START Records provided
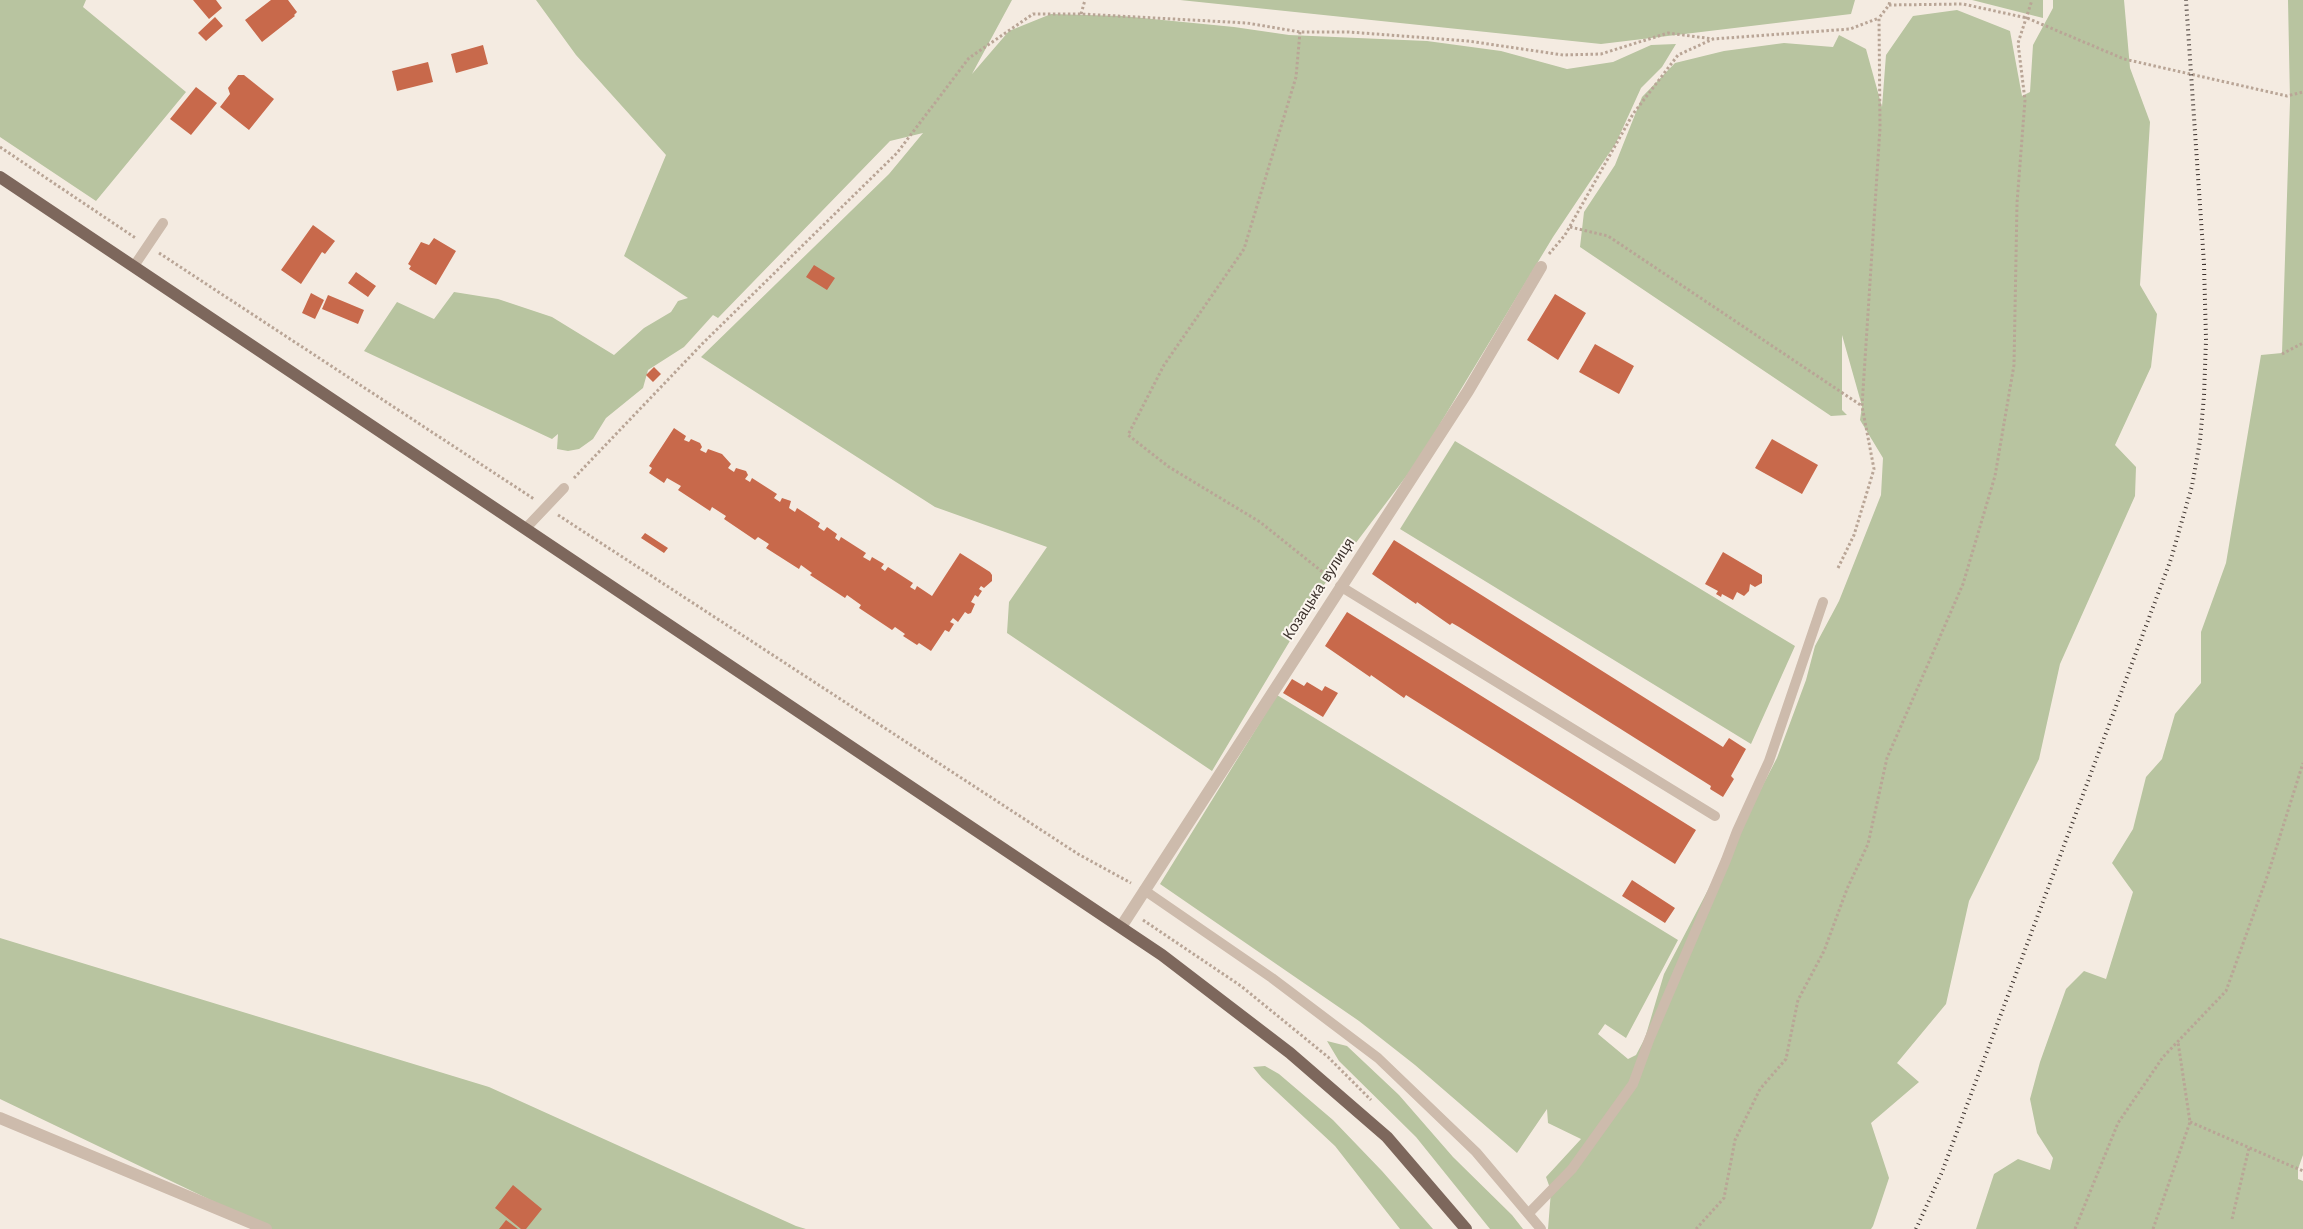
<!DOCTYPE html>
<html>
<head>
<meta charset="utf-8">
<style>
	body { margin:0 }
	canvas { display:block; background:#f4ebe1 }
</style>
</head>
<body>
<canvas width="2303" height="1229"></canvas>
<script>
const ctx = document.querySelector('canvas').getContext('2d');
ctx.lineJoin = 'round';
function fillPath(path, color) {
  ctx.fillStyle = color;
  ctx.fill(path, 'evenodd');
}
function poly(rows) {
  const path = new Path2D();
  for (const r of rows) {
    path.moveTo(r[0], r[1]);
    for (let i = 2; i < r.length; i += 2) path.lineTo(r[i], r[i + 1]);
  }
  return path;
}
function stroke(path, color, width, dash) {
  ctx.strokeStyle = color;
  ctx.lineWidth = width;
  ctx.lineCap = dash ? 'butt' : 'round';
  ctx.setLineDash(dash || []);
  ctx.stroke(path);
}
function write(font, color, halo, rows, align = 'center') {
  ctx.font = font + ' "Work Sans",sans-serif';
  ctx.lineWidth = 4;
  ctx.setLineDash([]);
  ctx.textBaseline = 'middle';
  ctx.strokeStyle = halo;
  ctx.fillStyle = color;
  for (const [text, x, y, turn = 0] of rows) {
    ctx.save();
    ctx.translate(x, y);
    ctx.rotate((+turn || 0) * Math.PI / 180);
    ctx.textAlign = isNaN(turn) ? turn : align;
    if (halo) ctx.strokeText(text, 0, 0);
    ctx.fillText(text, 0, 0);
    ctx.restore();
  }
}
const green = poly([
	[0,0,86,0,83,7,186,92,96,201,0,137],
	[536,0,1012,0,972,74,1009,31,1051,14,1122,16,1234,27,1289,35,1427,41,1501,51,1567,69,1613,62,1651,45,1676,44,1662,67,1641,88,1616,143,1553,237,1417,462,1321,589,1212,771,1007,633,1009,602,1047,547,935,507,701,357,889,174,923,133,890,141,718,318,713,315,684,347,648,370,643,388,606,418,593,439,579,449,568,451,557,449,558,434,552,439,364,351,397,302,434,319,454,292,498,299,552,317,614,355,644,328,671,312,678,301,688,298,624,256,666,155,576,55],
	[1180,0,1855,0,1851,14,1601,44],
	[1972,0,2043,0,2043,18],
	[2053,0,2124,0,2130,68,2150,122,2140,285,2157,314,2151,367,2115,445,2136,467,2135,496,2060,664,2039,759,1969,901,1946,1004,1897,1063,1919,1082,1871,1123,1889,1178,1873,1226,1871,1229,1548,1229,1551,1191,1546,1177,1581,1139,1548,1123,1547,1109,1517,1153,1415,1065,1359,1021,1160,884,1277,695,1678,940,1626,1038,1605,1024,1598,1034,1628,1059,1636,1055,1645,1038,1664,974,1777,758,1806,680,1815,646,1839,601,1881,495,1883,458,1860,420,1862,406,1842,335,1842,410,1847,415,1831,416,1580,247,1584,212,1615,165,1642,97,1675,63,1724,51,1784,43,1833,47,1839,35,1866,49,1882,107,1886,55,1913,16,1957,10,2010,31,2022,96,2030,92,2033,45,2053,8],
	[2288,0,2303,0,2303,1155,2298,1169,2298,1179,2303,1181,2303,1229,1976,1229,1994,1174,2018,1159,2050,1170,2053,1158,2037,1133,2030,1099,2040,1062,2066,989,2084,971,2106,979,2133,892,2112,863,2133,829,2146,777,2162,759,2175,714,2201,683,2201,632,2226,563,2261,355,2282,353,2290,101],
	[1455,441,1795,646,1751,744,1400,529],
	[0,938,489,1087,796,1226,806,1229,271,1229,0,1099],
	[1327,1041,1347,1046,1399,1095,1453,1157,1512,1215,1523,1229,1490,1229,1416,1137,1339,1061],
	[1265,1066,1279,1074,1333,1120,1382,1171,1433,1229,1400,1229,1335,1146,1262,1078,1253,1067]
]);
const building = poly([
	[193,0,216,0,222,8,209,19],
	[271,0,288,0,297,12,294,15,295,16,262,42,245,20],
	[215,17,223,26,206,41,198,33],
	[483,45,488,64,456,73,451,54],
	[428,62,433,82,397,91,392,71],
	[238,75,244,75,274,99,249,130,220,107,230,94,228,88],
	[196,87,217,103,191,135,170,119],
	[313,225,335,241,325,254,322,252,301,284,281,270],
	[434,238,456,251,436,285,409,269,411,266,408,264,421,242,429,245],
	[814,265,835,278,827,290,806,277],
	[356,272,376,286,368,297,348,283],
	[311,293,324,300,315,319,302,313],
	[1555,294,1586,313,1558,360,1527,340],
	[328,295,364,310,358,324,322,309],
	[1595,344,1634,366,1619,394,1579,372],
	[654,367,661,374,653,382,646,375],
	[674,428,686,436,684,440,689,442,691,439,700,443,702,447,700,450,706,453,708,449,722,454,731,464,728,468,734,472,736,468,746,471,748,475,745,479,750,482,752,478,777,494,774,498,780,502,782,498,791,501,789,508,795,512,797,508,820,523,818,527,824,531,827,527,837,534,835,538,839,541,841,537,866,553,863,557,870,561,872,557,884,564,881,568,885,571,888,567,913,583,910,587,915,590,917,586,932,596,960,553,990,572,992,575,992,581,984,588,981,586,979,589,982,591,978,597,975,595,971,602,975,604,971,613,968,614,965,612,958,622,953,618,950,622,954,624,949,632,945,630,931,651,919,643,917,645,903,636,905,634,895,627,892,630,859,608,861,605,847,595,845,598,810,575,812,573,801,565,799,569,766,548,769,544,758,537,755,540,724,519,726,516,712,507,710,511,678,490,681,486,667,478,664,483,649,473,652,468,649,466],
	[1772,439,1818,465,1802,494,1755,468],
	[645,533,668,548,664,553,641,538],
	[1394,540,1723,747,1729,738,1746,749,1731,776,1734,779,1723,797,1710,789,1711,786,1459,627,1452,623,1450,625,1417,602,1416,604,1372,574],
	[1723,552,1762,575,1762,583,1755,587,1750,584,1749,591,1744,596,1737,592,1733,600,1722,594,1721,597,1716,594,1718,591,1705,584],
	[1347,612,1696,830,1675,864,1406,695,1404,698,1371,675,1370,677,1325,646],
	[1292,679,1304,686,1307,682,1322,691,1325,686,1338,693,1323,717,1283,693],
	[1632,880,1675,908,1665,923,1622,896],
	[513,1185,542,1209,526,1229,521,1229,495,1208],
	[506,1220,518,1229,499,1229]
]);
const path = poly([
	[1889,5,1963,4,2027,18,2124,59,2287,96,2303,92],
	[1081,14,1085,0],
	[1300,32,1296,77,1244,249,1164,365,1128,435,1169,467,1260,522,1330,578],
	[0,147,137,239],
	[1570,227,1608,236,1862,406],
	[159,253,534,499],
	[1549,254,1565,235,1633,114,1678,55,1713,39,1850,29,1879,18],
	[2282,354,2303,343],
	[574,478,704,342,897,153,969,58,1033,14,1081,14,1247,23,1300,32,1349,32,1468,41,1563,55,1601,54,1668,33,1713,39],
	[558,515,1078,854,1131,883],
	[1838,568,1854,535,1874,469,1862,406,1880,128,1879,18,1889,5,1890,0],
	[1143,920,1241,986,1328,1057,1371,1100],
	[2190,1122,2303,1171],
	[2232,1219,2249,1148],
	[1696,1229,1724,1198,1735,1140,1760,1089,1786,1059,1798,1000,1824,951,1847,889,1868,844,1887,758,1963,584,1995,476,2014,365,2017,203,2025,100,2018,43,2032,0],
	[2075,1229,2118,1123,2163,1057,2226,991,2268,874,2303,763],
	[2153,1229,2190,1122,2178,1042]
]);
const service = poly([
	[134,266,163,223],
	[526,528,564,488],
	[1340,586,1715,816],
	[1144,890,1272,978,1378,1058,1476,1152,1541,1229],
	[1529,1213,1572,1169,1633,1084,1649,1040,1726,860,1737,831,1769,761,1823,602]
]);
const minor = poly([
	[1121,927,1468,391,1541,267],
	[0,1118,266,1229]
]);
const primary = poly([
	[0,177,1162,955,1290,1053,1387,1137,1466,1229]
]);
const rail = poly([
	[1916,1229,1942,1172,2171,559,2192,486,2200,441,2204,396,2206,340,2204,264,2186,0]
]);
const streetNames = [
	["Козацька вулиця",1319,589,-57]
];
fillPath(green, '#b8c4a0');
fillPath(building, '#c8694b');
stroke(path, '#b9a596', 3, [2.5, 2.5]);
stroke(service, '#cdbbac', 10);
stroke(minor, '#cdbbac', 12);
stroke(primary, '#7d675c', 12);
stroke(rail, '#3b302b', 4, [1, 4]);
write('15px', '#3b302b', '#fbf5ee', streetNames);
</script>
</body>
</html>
END Records provided
Work request – Out of the preceding entries, pull every line containing the string "function".

Answer space –
function fillPath(path, color) {
function poly(rows) {
function stroke(path, color, width, dash) {
function write(font, color, halo, rows, align = 'center') {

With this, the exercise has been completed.